(Records shown)
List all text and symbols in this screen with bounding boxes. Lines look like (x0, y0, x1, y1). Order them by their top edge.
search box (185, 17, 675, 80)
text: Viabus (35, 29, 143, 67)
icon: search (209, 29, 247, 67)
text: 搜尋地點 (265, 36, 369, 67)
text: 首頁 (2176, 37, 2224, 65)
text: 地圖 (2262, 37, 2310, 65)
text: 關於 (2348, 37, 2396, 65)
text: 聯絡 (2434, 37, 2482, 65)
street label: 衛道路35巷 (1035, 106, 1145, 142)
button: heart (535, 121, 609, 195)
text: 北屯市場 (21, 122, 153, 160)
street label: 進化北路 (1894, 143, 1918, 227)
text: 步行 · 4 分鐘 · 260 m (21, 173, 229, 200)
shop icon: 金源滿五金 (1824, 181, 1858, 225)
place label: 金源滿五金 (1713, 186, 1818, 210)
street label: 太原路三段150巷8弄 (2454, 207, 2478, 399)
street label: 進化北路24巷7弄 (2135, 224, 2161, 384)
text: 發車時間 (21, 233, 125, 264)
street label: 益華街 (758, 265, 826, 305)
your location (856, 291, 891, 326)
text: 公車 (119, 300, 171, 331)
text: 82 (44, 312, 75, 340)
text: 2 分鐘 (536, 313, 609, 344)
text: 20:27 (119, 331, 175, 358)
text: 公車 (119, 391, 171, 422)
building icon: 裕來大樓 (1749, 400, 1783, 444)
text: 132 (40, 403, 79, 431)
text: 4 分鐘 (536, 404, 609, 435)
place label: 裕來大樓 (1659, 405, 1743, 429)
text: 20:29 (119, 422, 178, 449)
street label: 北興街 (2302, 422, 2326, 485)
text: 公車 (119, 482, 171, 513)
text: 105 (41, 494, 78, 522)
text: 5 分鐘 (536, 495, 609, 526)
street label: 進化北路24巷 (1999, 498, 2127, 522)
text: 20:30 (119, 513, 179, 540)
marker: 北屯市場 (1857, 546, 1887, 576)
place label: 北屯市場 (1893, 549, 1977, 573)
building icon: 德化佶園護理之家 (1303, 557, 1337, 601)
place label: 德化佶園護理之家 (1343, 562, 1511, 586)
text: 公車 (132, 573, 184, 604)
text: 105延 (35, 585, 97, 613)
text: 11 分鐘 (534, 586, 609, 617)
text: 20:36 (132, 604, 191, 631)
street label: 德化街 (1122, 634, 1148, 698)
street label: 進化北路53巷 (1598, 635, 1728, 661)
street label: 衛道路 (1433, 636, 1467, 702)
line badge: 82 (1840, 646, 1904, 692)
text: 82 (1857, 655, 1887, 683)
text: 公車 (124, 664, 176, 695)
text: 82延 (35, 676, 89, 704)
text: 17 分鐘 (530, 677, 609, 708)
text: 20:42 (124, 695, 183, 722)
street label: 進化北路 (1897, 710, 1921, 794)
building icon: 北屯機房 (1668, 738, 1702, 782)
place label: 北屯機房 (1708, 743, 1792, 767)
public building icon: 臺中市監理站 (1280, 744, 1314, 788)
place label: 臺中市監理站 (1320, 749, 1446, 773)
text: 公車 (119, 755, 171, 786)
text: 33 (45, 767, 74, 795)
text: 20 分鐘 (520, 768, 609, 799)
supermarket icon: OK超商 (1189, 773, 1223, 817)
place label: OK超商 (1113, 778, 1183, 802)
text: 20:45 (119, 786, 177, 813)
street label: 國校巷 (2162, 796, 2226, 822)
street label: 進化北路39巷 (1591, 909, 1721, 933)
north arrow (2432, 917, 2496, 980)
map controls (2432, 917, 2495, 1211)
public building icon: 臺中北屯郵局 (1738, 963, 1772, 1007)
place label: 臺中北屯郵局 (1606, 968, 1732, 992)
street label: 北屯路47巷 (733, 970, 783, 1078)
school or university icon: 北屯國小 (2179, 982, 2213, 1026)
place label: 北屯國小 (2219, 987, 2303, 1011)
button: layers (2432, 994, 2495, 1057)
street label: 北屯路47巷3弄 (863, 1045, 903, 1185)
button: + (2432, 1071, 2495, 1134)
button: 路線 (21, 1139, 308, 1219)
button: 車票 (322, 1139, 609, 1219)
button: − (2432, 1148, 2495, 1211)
(End Records shown)
> Description of the task: Extract every line above that contains the word "裕來大樓".

> Answer section:
building icon: 裕來大樓 (1749, 400, 1783, 444)
place label: 裕來大樓 (1659, 405, 1743, 429)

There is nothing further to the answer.